Source data:
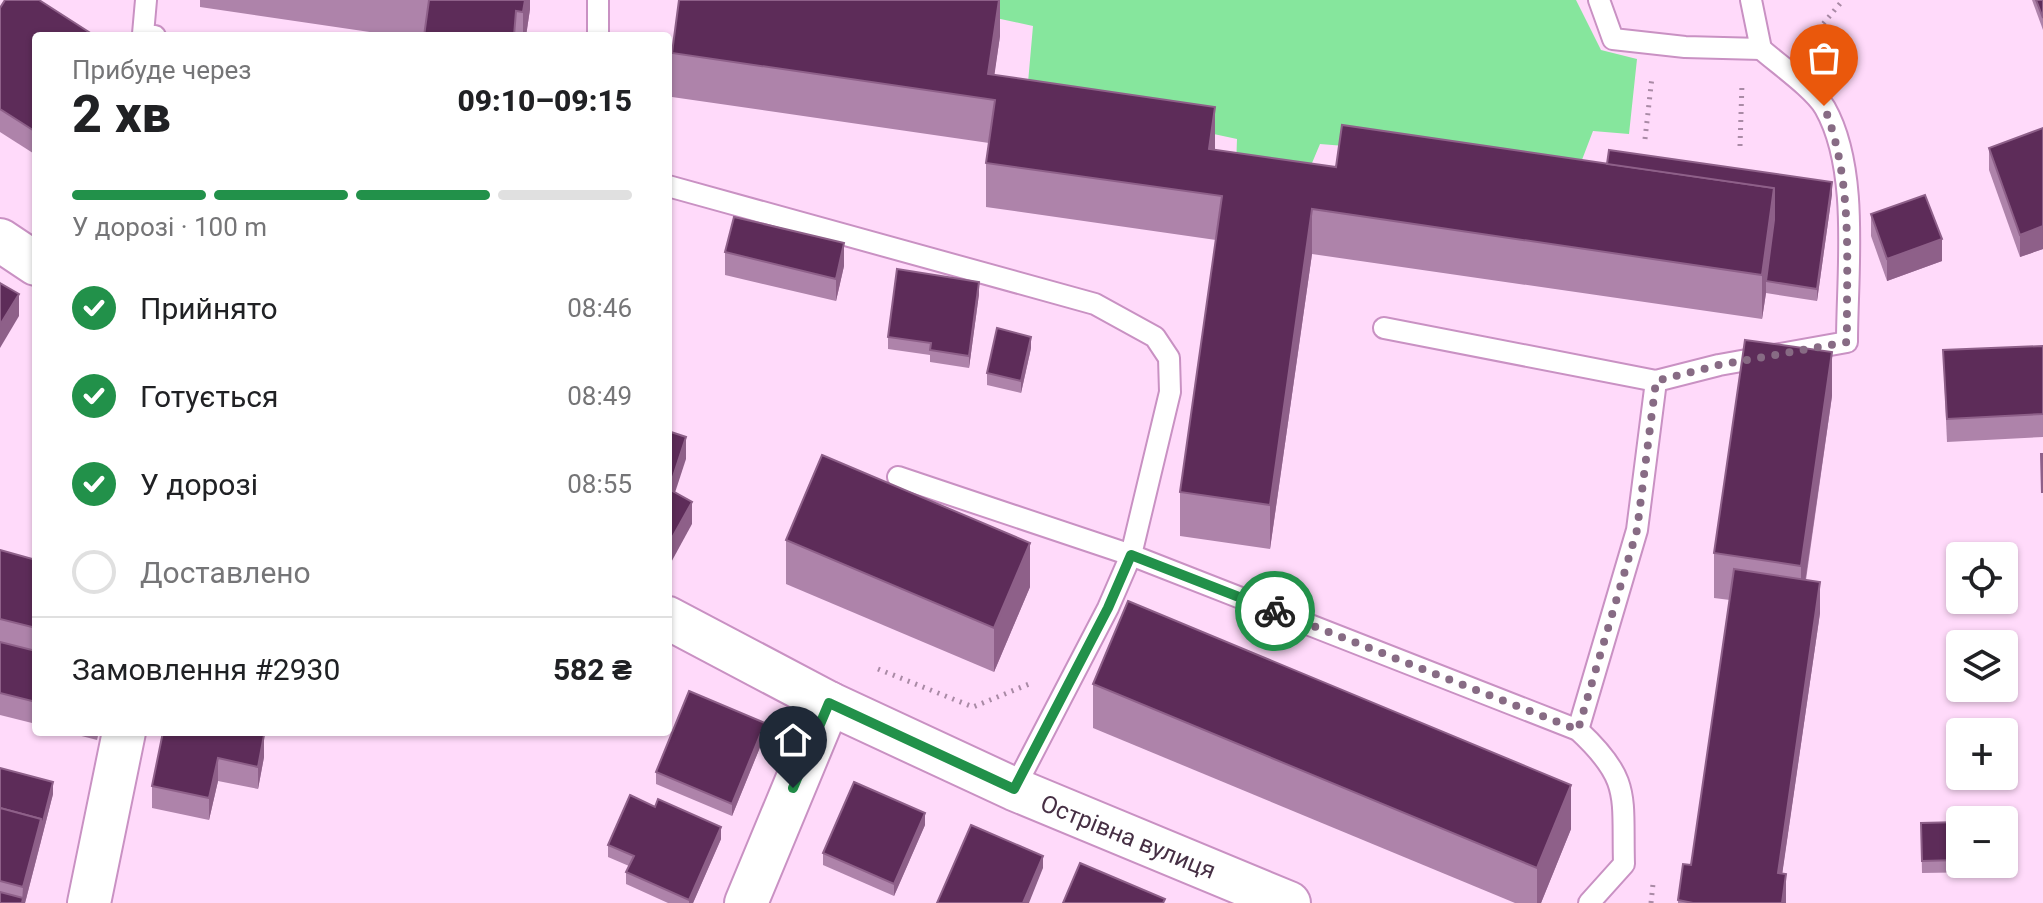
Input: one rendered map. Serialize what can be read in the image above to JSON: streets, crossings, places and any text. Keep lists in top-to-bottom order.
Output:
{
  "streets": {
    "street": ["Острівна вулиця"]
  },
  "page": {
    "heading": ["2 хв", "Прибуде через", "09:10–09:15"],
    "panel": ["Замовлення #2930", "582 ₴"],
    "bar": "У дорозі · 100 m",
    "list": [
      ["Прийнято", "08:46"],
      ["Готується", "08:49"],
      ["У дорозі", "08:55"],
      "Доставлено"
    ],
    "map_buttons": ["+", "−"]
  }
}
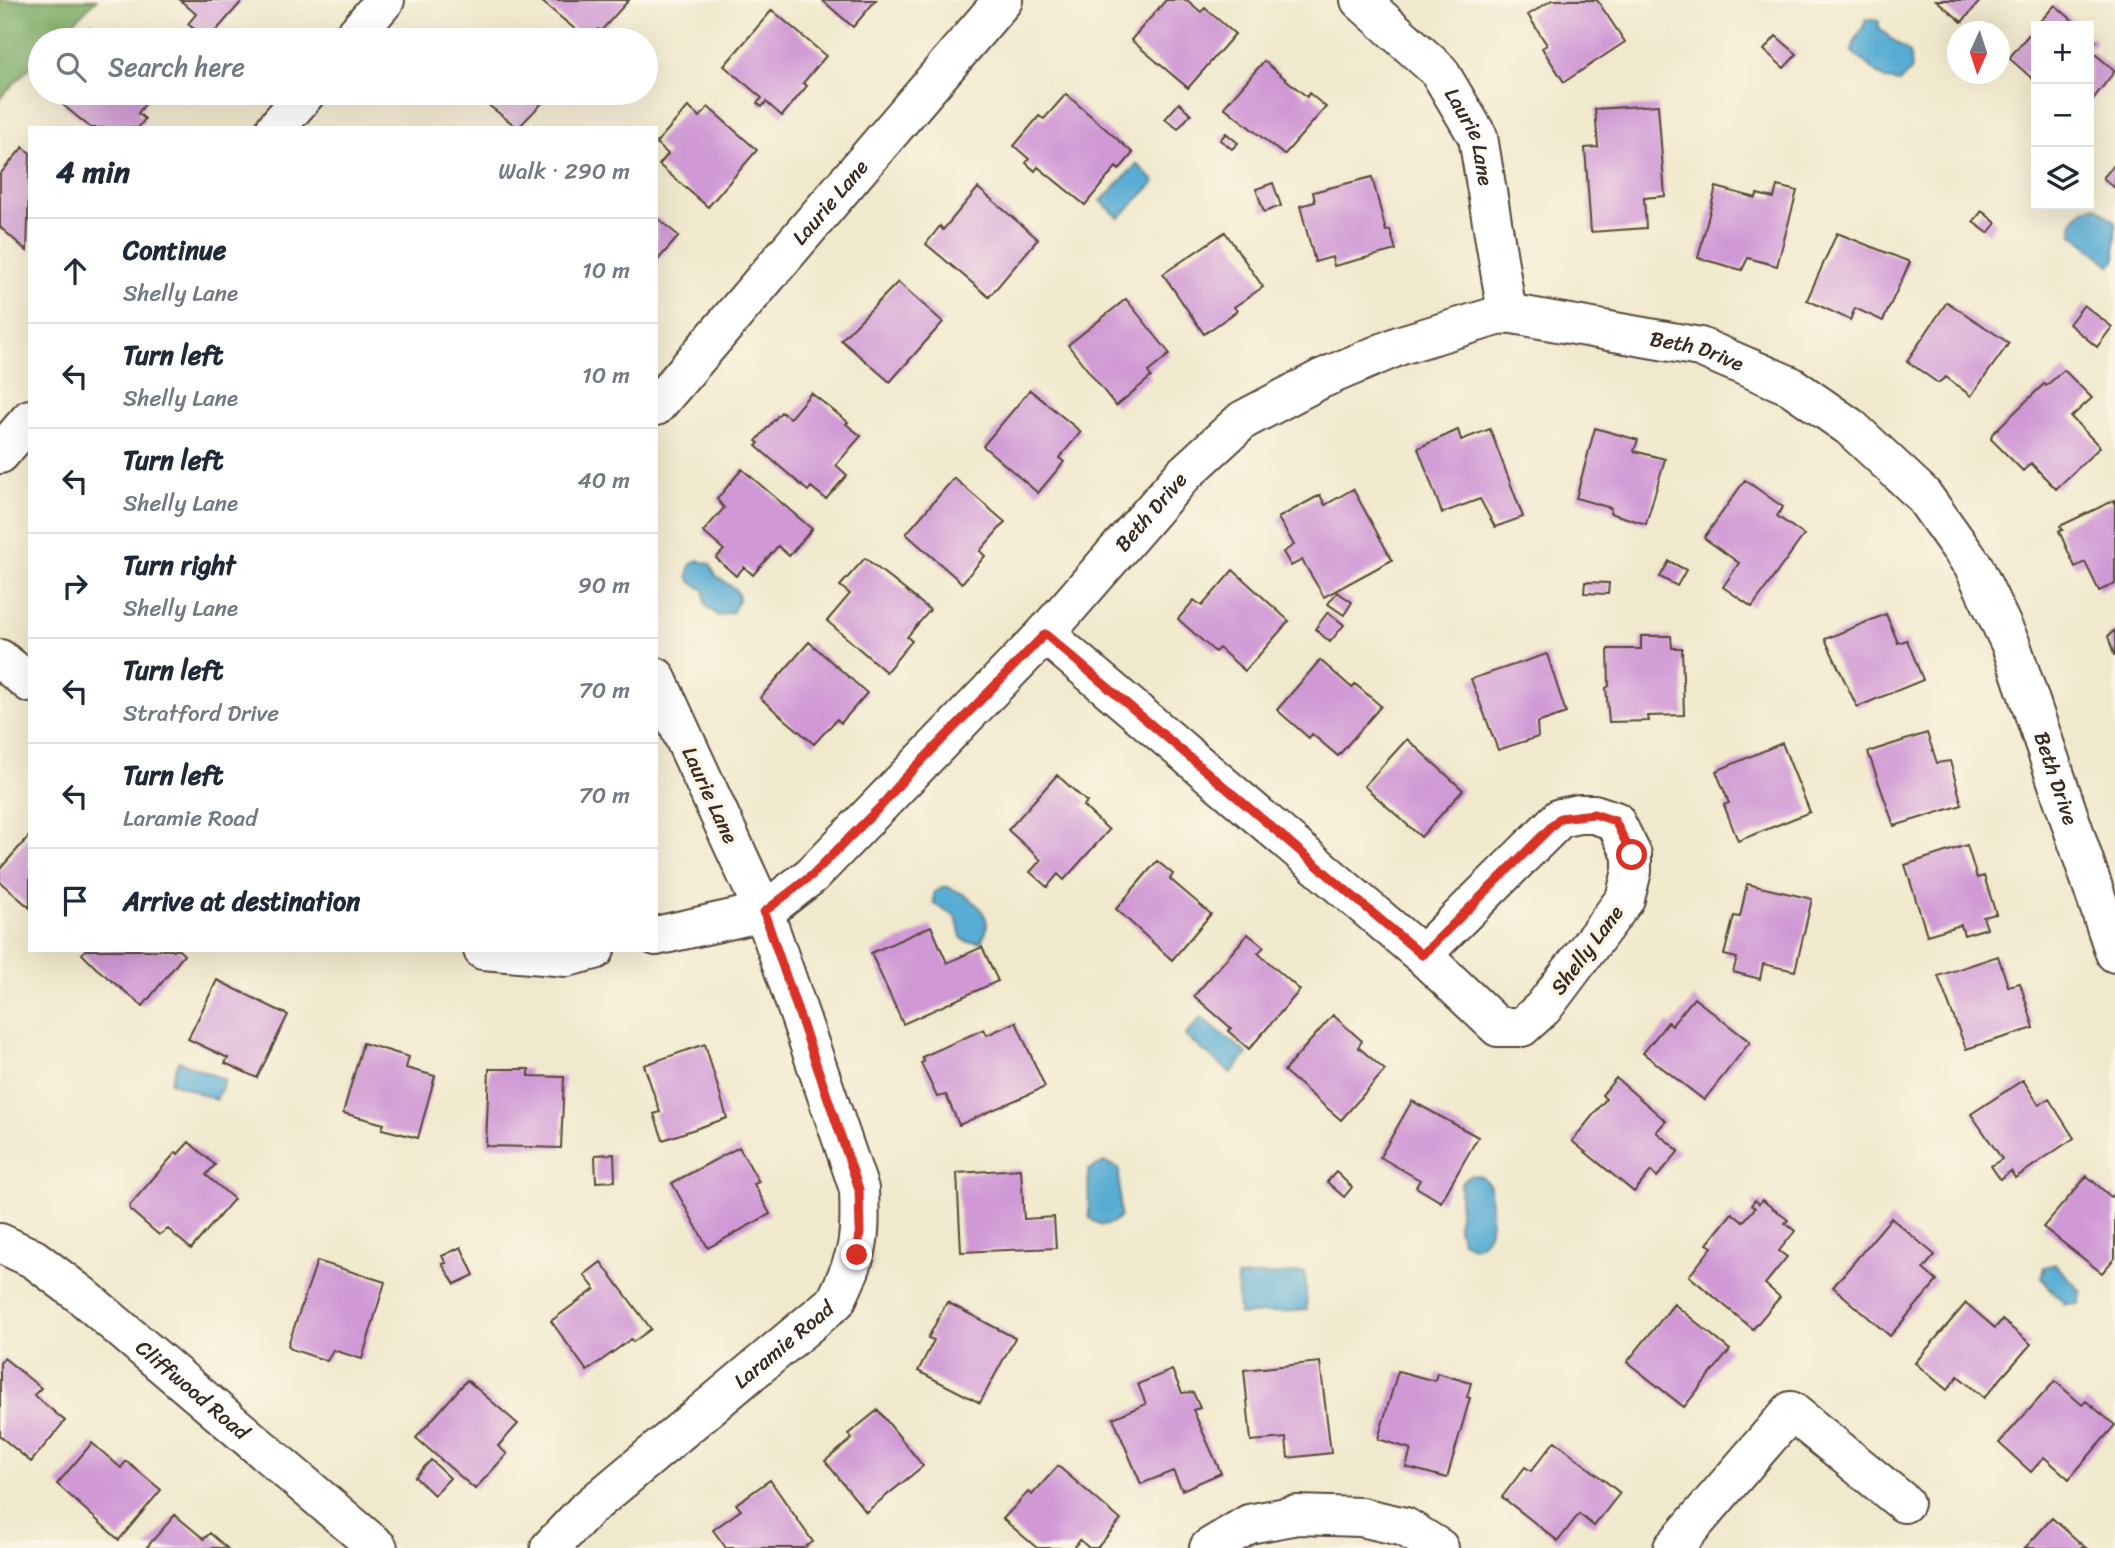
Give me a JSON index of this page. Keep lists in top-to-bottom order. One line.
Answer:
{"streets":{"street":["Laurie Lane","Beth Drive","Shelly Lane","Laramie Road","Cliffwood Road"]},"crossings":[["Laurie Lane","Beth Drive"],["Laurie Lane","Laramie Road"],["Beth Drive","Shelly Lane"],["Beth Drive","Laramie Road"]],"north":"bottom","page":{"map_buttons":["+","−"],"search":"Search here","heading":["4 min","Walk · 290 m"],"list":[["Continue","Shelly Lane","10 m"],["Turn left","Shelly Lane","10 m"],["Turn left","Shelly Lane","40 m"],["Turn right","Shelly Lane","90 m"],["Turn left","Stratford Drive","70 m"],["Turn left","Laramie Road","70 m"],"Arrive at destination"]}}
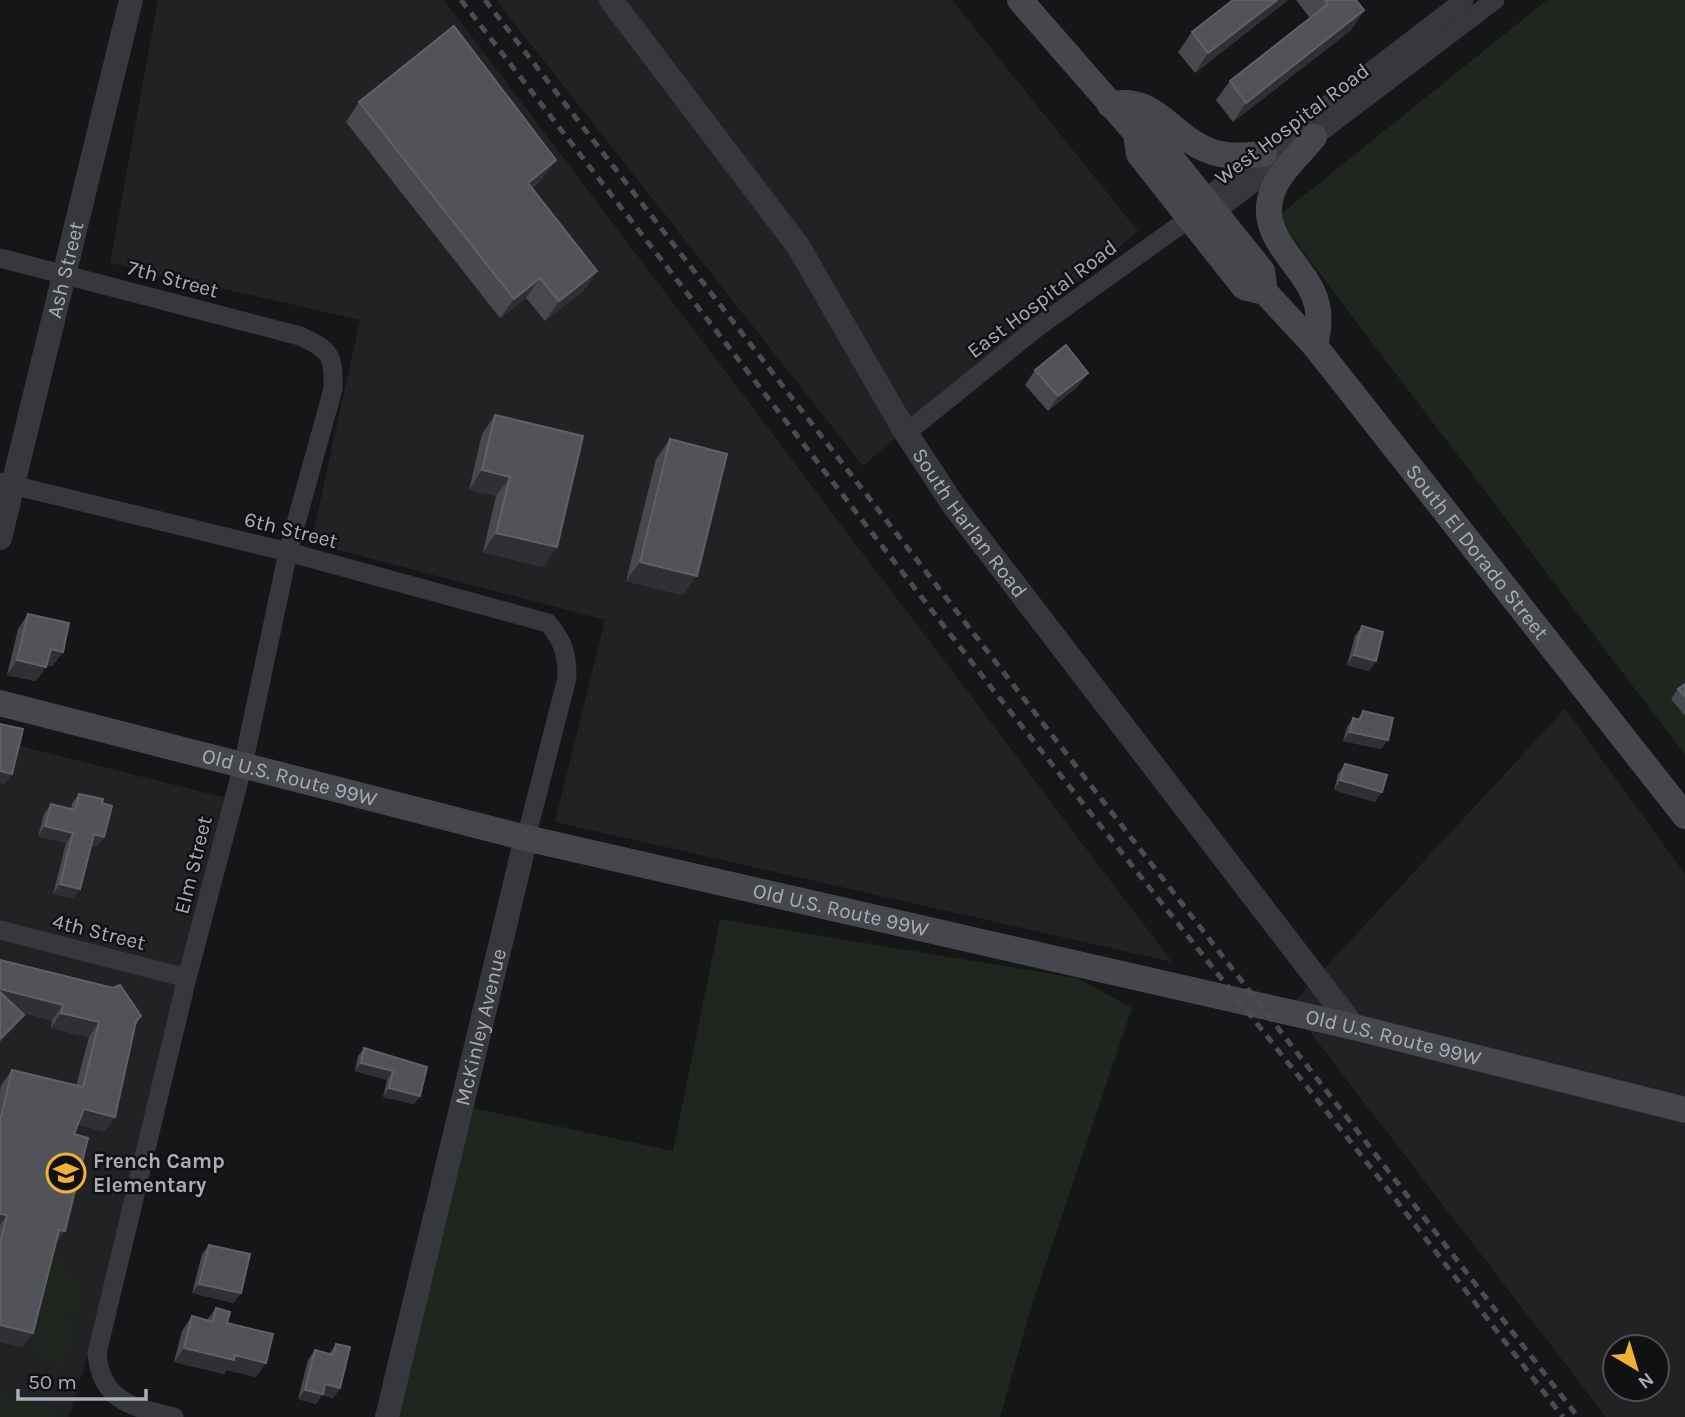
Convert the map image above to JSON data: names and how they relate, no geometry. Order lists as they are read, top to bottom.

*Exercise instructions*
Copy out each line from the preceding entries that mentions the word "above".

*Solution to this problem*
Input: one rendered map. Serialize what can be read in the image above to JSON: streets, crossings, places and any text. Keep lists in top-to-bottom order.
Convert the map image above to JSON data: names and how they relate, no geometry. Order lists as they are read, top to bottom.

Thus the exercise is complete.